▶ **TASK TO CARRY OUT**
Give the data again, word for word.

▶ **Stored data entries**

----

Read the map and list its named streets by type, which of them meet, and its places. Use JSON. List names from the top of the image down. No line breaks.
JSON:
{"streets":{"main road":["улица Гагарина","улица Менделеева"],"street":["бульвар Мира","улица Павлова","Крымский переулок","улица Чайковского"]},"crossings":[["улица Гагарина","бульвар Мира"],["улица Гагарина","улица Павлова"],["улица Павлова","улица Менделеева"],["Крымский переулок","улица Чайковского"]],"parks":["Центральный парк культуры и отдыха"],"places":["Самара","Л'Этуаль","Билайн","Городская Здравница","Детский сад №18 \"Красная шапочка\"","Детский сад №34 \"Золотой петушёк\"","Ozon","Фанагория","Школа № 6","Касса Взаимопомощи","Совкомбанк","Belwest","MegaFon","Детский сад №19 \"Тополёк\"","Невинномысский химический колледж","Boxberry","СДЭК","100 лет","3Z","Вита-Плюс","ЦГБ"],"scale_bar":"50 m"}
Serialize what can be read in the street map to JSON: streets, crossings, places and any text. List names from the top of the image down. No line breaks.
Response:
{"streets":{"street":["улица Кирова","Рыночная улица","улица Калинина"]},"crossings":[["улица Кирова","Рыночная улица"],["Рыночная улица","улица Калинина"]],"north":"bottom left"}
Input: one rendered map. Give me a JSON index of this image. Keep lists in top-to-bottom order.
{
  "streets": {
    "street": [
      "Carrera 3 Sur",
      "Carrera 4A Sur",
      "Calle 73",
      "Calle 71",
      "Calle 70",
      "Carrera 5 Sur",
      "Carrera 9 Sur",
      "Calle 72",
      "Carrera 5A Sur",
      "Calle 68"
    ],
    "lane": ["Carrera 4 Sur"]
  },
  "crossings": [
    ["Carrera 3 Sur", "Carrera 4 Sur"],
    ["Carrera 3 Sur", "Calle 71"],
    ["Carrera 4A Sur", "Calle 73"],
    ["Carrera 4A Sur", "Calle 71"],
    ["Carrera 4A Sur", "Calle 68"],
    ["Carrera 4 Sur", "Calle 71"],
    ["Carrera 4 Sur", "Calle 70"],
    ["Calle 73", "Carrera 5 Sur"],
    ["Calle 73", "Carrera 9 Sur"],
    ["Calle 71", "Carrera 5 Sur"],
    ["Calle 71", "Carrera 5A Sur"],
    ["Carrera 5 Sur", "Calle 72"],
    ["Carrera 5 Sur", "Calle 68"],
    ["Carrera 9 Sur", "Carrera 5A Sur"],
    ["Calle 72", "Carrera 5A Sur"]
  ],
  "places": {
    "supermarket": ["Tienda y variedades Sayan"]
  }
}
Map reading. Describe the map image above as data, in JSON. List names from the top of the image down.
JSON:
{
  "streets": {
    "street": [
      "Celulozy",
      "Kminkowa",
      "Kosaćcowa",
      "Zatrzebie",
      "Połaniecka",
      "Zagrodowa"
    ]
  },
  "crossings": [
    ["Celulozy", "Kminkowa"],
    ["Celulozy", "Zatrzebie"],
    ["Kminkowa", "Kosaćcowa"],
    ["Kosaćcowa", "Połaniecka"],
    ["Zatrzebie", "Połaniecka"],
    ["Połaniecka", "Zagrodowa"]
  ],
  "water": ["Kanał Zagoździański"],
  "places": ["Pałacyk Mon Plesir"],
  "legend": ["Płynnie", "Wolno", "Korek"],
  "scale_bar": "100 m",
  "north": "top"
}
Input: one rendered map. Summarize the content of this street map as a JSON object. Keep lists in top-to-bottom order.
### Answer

----

▶ **ANSWER SPACE**
Read the map and list its named streets by type, which of them meet, and its places. Use JSON. List names from the top of the image down. No line breaks.
JSON:
{"streets":{"main road":["улица Гагарина","улица Менделеева"],"street":["бульвар Мира","улица Павлова","Крымский переулок","улица Чайковского"]},"crossings":[["улица Гагарина","бульвар Мира"],["улица Гагарина","улица Павлова"],["улица Павлова","улица Менделеева"],["Крымский переулок","улица Чайковского"]],"parks":["Центральный парк культуры и отдыха"],"places":["Самара","Л'Этуаль","Билайн","Городская Здравница","Детский сад №18 \"Красная шапочка\"","Детский сад №34 \"Золотой петушёк\"","Ozon","Фанагория","Школа № 6","Касса Взаимопомощи","Совкомбанк","Belwest","MegaFon","Детский сад №19 \"Тополёк\"","Невинномысский химический колледж","Boxberry","СДЭК","100 лет","3Z","Вита-Плюс","ЦГБ"],"scale_bar":"50 m"}
Serialize what can be read in the street map to JSON: streets, crossings, places and any text. List names from the top of the image down. No line breaks.
Response:
{"streets":{"street":["улица Кирова","Рыночная улица","улица Калинина"]},"crossings":[["улица Кирова","Рыночная улица"],["Рыночная улица","улица Калинина"]],"north":"bottom left"}
Input: one rendered map. Give me a JSON index of this image. Keep lists in top-to-bottom order.
{
  "streets": {
    "street": [
      "Carrera 3 Sur",
      "Carrera 4A Sur",
      "Calle 73",
      "Calle 71",
      "Calle 70",
      "Carrera 5 Sur",
      "Carrera 9 Sur",
      "Calle 72",
      "Carrera 5A Sur",
      "Calle 68"
    ],
    "lane": ["Carrera 4 Sur"]
  },
  "crossings": [
    ["Carrera 3 Sur", "Carrera 4 Sur"],
    ["Carrera 3 Sur", "Calle 71"],
    ["Carrera 4A Sur", "Calle 73"],
    ["Carrera 4A Sur", "Calle 71"],
    ["Carrera 4A Sur", "Calle 68"],
    ["Carrera 4 Sur", "Calle 71"],
    ["Carrera 4 Sur", "Calle 70"],
    ["Calle 73", "Carrera 5 Sur"],
    ["Calle 73", "Carrera 9 Sur"],
    ["Calle 71", "Carrera 5 Sur"],
    ["Calle 71", "Carrera 5A Sur"],
    ["Carrera 5 Sur", "Calle 72"],
    ["Carrera 5 Sur", "Calle 68"],
    ["Carrera 9 Sur", "Carrera 5A Sur"],
    ["Calle 72", "Carrera 5A Sur"]
  ],
  "places": {
    "supermarket": ["Tienda y variedades Sayan"]
  }
}
Map reading. Describe the map image above as data, in JSON. List names from the top of the image down.
JSON:
{
  "streets": {
    "street": [
      "Celulozy",
      "Kminkowa",
      "Kosaćcowa",
      "Zatrzebie",
      "Połaniecka",
      "Zagrodowa"
    ]
  },
  "crossings": [
    ["Celulozy", "Kminkowa"],
    ["Celulozy", "Zatrzebie"],
    ["Kminkowa", "Kosaćcowa"],
    ["Kosaćcowa", "Połaniecka"],
    ["Zatrzebie", "Połaniecka"],
    ["Połaniecka", "Zagrodowa"]
  ],
  "water": ["Kanał Zagoździański"],
  "places": ["Pałacyk Mon Plesir"],
  "legend": ["Płynnie", "Wolno", "Korek"],
  "scale_bar": "100 m",
  "north": "top"
}
Input: one rendered map. Summarize the content of this street map as a JSON object. Keep lists in top-to-bottom order.
### Answer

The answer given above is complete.